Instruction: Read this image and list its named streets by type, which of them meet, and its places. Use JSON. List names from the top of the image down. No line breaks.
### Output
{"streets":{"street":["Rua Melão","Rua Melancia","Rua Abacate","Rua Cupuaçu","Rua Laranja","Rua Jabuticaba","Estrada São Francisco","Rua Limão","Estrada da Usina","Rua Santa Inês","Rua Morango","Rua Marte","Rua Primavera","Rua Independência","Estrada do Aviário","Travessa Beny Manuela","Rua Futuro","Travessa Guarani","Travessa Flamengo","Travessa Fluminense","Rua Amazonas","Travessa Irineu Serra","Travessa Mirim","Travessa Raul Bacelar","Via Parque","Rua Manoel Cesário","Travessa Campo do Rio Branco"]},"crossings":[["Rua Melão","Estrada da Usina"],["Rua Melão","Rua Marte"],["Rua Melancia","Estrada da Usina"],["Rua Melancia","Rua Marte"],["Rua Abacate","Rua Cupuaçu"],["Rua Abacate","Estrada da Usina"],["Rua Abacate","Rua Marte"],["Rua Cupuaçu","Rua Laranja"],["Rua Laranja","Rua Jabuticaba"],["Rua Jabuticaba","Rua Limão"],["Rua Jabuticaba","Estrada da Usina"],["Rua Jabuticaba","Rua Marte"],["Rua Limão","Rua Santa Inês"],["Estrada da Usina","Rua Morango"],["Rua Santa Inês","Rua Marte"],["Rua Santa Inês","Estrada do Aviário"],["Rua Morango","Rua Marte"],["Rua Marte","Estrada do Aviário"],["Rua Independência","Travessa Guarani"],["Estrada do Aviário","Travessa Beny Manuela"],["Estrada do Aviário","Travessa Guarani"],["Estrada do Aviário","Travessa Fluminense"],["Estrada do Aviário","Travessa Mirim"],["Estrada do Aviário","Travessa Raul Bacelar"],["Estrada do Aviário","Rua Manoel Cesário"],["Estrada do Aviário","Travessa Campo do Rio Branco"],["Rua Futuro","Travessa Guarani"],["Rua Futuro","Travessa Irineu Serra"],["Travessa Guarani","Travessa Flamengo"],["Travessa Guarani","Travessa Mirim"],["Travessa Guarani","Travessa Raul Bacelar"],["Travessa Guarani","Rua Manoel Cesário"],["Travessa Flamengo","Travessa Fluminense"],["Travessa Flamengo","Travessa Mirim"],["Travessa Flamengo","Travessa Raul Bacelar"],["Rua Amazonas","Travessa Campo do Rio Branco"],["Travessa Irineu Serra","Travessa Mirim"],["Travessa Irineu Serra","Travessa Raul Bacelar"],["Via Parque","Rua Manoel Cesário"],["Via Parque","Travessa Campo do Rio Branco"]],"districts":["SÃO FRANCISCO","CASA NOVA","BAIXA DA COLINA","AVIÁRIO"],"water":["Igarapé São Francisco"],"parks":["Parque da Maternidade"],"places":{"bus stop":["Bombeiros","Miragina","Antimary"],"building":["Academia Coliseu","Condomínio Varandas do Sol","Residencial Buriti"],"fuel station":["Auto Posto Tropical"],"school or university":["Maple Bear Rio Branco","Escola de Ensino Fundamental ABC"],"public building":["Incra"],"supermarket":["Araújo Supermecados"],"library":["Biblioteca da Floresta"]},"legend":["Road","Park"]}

........

Transcribe each line of the listing exactly.

# [WRITTEN SOLUTION]
Instruction: Read this image and list its named streets by type, which of them meet, and its places. Use JSON. List names from the top of the image down. No line breaks.
### Output
{"streets":{"street":["Rua Melão","Rua Melancia","Rua Abacate","Rua Cupuaçu","Rua Laranja","Rua Jabuticaba","Estrada São Francisco","Rua Limão","Estrada da Usina","Rua Santa Inês","Rua Morango","Rua Marte","Rua Primavera","Rua Independência","Estrada do Aviário","Travessa Beny Manuela","Rua Futuro","Travessa Guarani","Travessa Flamengo","Travessa Fluminense","Rua Amazonas","Travessa Irineu Serra","Travessa Mirim","Travessa Raul Bacelar","Via Parque","Rua Manoel Cesário","Travessa Campo do Rio Branco"]},"crossings":[["Rua Melão","Estrada da Usina"],["Rua Melão","Rua Marte"],["Rua Melancia","Estrada da Usina"],["Rua Melancia","Rua Marte"],["Rua Abacate","Rua Cupuaçu"],["Rua Abacate","Estrada da Usina"],["Rua Abacate","Rua Marte"],["Rua Cupuaçu","Rua Laranja"],["Rua Laranja","Rua Jabuticaba"],["Rua Jabuticaba","Rua Limão"],["Rua Jabuticaba","Estrada da Usina"],["Rua Jabuticaba","Rua Marte"],["Rua Limão","Rua Santa Inês"],["Estrada da Usina","Rua Morango"],["Rua Santa Inês","Rua Marte"],["Rua Santa Inês","Estrada do Aviário"],["Rua Morango","Rua Marte"],["Rua Marte","Estrada do Aviário"],["Rua Independência","Travessa Guarani"],["Estrada do Aviário","Travessa Beny Manuela"],["Estrada do Aviário","Travessa Guarani"],["Estrada do Aviário","Travessa Fluminense"],["Estrada do Aviário","Travessa Mirim"],["Estrada do Aviário","Travessa Raul Bacelar"],["Estrada do Aviário","Rua Manoel Cesário"],["Estrada do Aviário","Travessa Campo do Rio Branco"],["Rua Futuro","Travessa Guarani"],["Rua Futuro","Travessa Irineu Serra"],["Travessa Guarani","Travessa Flamengo"],["Travessa Guarani","Travessa Mirim"],["Travessa Guarani","Travessa Raul Bacelar"],["Travessa Guarani","Rua Manoel Cesário"],["Travessa Flamengo","Travessa Fluminense"],["Travessa Flamengo","Travessa Mirim"],["Travessa Flamengo","Travessa Raul Bacelar"],["Rua Amazonas","Travessa Campo do Rio Branco"],["Travessa Irineu Serra","Travessa Mirim"],["Travessa Irineu Serra","Travessa Raul Bacelar"],["Via Parque","Rua Manoel Cesário"],["Via Parque","Travessa Campo do Rio Branco"]],"districts":["SÃO FRANCISCO","CASA NOVA","BAIXA DA COLINA","AVIÁRIO"],"water":["Igarapé São Francisco"],"parks":["Parque da Maternidade"],"places":{"bus stop":["Bombeiros","Miragina","Antimary"],"building":["Academia Coliseu","Condomínio Varandas do Sol","Residencial Buriti"],"fuel station":["Auto Posto Tropical"],"school or university":["Maple Bear Rio Branco","Escola de Ensino Fundamental ABC"],"public building":["Incra"],"supermarket":["Araújo Supermecados"],"library":["Biblioteca da Floresta"]},"legend":["Road","Park"]}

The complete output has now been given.